The study only looked at performance on one type of everyday creative task – the Alternative Uses Test (AUT). While the AUT is a widely used measure of divergent thinking, creativity is a broad and multifaceted construct. Performance on this one task may not fully capture the nuances of human vs AI creativity in other domains or types of creative work.
Moreover, the ‘originality ratings,’ is a highly subjective measure. Cultural beliefs about creativity may influence what is perceived as novel and creative
Lastly, to allow direct comparison with the human responses, the researchers did not use any specialized prompting techniques to elicit the AI responses. However, carefully crafted prompts and follow-ups can significantly improve the quality and relevance of AI-generated creative ideas.
In a similar vein, human participants were paid to undergo this experiment, which may not be the best form of motivation to come up with novel and original ideas, compared to when we are deeply interested in a certain problem or perhaps have expertise in a particular sphere. So the study likely underestimated the full creative potential of both the AI chatbots and humans.
Wrap Up
The study showed us how we stack up against GAI chatbots in one aspect of creativity, and AI is doing pretty well. Taking into account the speed at which ChatGPT4 improved in terms of novelty of ideas versus ChatGPT 3 highlights the vast potential of these applications.

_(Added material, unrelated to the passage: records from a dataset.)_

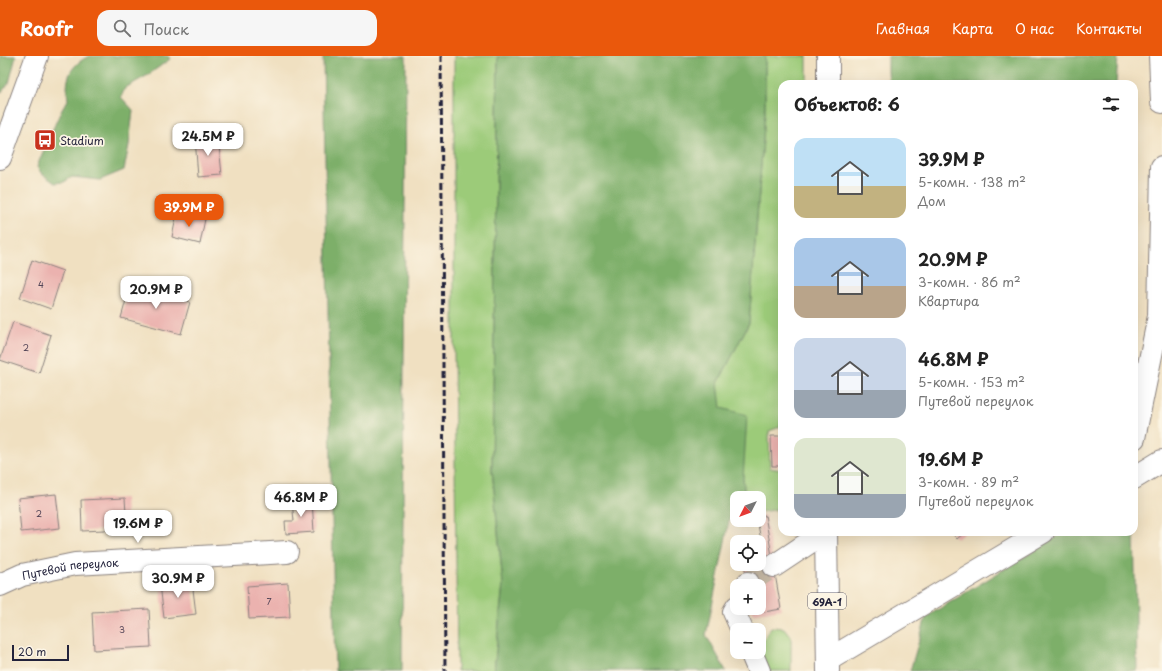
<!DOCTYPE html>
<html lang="ru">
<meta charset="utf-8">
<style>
:root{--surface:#fff;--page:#f6f6f6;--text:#222;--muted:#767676;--accent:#ea580c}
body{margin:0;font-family:"Playpen Sans",sans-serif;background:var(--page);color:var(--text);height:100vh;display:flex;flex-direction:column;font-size:15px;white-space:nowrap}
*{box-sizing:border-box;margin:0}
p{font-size:13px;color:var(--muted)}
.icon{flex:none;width:22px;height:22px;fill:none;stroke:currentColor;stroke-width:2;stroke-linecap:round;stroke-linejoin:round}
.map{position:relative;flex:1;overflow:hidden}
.details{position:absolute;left:778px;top:24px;width:360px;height:456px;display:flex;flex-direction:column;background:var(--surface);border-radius:12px;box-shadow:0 4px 16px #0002}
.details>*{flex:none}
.needle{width:26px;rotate:228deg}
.fabs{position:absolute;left:730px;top:435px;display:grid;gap:8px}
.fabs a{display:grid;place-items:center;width:36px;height:36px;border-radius:8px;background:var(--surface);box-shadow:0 4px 16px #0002;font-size:20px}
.scale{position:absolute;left:12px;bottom:10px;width:57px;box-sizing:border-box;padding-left:4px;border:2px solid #22223b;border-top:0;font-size:11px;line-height:14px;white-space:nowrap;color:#22223b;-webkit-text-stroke:3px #fcf5e5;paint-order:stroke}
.price{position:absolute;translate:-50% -34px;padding:0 9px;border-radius:8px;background:#fff;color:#222;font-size:13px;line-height:26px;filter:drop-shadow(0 1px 2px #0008)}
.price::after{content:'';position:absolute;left:50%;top:24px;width:12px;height:9px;margin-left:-6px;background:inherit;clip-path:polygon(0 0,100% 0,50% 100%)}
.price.selected{background:var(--accent);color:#fff}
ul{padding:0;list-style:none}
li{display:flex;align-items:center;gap:12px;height:100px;padding:0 16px}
li span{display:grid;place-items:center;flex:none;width:112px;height:80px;border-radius:12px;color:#555}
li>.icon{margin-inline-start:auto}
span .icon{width:48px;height:48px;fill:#fffc;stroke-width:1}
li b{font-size:17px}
h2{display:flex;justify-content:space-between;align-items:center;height:48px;padding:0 16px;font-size:17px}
header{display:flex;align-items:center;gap:24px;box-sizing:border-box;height:56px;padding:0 20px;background:var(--accent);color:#fff}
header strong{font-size:19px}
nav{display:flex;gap:22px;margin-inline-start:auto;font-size:14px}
.search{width:280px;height:36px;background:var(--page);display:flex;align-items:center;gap:10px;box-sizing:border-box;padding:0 14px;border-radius:12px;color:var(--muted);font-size:15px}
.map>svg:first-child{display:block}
.green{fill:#9ccb79;stroke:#5f765a}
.forest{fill:#7daf69;stroke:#506852}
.building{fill:#ebb2af}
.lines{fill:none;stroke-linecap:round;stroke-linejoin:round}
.minor-tunnel{stroke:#c7baa6;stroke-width:22;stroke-dasharray:22 11;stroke-linecap:butt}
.minor-casing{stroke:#89817e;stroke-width:24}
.major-casing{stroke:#89817e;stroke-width:24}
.minor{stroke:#fff;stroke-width:22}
.major{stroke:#fff;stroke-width:22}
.rail{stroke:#22223b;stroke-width:3;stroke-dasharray:6 3;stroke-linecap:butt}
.labels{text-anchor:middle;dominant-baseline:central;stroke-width:3.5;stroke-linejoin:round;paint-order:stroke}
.number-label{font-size:9px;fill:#544658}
.shield{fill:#fcf5e5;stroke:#63616e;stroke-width:1}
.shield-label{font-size:10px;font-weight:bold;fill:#22223b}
.poi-label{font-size:11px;fill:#22223b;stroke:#fcf5e5;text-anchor:start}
.street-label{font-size:11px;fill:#22223b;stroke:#fcf5e5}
</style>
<header>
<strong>Roofr</strong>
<div class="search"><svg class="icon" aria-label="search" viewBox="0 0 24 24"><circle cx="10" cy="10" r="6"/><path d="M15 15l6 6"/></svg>Поиск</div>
<nav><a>Главная</a><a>Карта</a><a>О нас</a><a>Контакты</a></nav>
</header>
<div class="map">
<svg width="1162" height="615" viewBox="0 0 1162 615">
<rect width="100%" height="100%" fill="#fcf5e5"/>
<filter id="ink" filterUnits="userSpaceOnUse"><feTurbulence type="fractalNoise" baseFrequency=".025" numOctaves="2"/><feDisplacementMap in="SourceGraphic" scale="8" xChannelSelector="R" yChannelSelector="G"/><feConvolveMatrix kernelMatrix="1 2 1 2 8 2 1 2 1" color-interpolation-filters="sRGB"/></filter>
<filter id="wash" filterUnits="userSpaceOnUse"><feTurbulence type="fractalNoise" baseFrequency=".012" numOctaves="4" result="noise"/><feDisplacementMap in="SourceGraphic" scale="16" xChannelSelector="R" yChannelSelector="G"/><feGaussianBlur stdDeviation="0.9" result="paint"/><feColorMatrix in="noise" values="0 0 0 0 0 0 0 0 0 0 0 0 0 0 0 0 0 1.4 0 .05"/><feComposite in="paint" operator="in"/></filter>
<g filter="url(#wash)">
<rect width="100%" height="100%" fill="#f0e0c1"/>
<path class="green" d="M454 0H498L492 413 503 528 494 615H457L454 290Z
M765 0H807V28H782V354L780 371 769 375 770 412 782 414V453L759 456V442H745L743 423 720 352 718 327 749 267 765 57Z
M771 571 784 572 791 581V615H766L762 608 763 586Z"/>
<path class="forest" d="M0 0H16L9 27 0 38Z
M89 0H168L170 3 148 19 125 32 121 41 133 54 129 89 124 114 100 124 72 121 64 126 55 127 42 118 37 111C40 102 44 94 48 85 54 71 59 57 68 44 65 23 69 10 89 0Z
M323 0H406L402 615H335Z
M498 0H765V57L749 267 718 327 721 352 747 359 743 423 745 442H737V453L730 461 706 579 726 615H494L503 528 492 413Z
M888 0H1118L1116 28H889L888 15Z
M1134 468 1137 615H910L926 561 1065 476H1134Z"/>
<g id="blocks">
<path class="building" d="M218 80 222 119 198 121 195 82Z
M177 157 205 163 200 188 172 181Z
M32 204 63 215 51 253 20 242Z
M130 230 190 246 181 278 121 262Z
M13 266 51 279 39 317 0 304Z
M771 380H782V410H772Z
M56 438 60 472 21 476 18 442Z
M125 442 127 473 82 475 81 444Z
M312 444 314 476 286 478 285 465H294L292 445Z
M765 459 781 553 753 558 752 552H759V530H748L744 508H759V486L752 485 761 484 757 464H759V460Z
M951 476H965L957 483Z
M192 525 196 558 164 562 160 528Z
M288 527 290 561 249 563 247 530Z
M149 553 151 591 94 594 92 556Z"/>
</g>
</g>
<g filter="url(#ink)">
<use href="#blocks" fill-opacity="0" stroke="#89817e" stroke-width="1"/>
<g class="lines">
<path class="minor-tunnel" d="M748 527 774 510"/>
<g class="minor-casing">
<g id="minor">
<path d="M1160 0 1162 46"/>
<path d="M0 102 37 0"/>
<path d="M1134 382 1159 260 1162 111"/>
<path d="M1134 422 1162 405"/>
<path d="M774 510 825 476"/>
<path id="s1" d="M0 529 22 519 75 508 287 496"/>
<path d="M747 530 748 527"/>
<path d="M737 551 734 556 742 574"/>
<path d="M751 596 759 615"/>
<path d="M828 604 1043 476"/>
</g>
</g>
<g class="major-casing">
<path id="major" d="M828 0V28
M826 476 828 615"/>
</g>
<use href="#minor" class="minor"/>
<use href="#major" class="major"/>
<path class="rail" d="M441 0 445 615"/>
</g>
</g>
<defs>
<g id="bus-square" transform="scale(1.15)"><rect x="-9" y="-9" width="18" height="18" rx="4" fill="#c8321e" stroke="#fcf5e5"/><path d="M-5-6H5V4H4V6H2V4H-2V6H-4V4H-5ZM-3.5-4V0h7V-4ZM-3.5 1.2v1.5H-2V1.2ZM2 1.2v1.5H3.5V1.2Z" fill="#fff"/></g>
</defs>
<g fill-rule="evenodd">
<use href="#bus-square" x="45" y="84"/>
</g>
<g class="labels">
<g class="number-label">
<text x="41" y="228">4</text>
<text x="26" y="291">2</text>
<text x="39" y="457">2</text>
<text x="269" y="545">7</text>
<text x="122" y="573">3</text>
</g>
<rect class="shield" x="808" y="537" width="38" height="16" rx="3"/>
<g class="shield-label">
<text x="827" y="545">69А-1</text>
</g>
<g class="poi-label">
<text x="60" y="84">Stadium</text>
</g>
<g class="street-label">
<text stroke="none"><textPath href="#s1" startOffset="73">Путевой переулок</textPath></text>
</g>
</g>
</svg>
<div class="fabs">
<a><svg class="needle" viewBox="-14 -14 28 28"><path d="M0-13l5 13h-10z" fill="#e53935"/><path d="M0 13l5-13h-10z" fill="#767676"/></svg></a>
<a><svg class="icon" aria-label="locate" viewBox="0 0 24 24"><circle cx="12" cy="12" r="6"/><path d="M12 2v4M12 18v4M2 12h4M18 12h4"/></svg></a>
<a>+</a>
<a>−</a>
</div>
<div class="scale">20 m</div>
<b class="price" style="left:208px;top:101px">24.5M ₽</b>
<b class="price selected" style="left:189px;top:172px">39.9M ₽</b>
<b class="price" style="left:156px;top:254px">20.9M ₽</b>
<b class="price" style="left:301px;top:462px">46.8M ₽</b>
<b class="price" style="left:138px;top:488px">19.6M ₽</b>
<b class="price" style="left:178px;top:543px">30.9M ₽</b>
<section class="details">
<h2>Объектов: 6<svg class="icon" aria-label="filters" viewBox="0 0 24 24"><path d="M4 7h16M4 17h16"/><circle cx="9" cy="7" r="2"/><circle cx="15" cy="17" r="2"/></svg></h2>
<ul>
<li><span style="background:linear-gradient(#bfe0f5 60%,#c2b280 0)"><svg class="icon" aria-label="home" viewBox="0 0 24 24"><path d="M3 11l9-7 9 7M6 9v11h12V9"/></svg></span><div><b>39.9M ₽</b><p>5-комн. · 138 m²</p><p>Дом</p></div></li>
<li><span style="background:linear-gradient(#a9c7e8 60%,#b9a48a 0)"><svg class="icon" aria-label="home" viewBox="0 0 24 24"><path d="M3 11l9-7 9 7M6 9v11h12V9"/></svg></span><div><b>20.9M ₽</b><p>3-комн. · 86 m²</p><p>Квартира</p></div></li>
<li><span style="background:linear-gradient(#c9d6e8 65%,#9aa5b1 0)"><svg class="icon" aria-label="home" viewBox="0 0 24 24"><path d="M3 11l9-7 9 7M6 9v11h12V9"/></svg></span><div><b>46.8M ₽</b><p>5-комн. · 153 m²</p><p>Путевой переулок</p></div></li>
<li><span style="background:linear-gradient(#dfe7d0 70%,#9aa5b1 0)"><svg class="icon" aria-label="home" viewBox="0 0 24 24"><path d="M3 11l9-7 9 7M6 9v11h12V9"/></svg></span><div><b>19.6M ₽</b><p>3-комн. · 89 m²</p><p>Путевой переулок</p></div></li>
</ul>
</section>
</div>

Probably the most relevant question to us now is, how do we incorporate GAI tools in our productivity stack? How can we maximize their capabilities not just in ideation but even in testing and implementation? And how do we make sure that our use of AI is always safe and ethical?
These questions go beyond human-AI collaboration in the creativity sphere. But definitely something to guide our philosophy and approach towards how we use these amazing tools.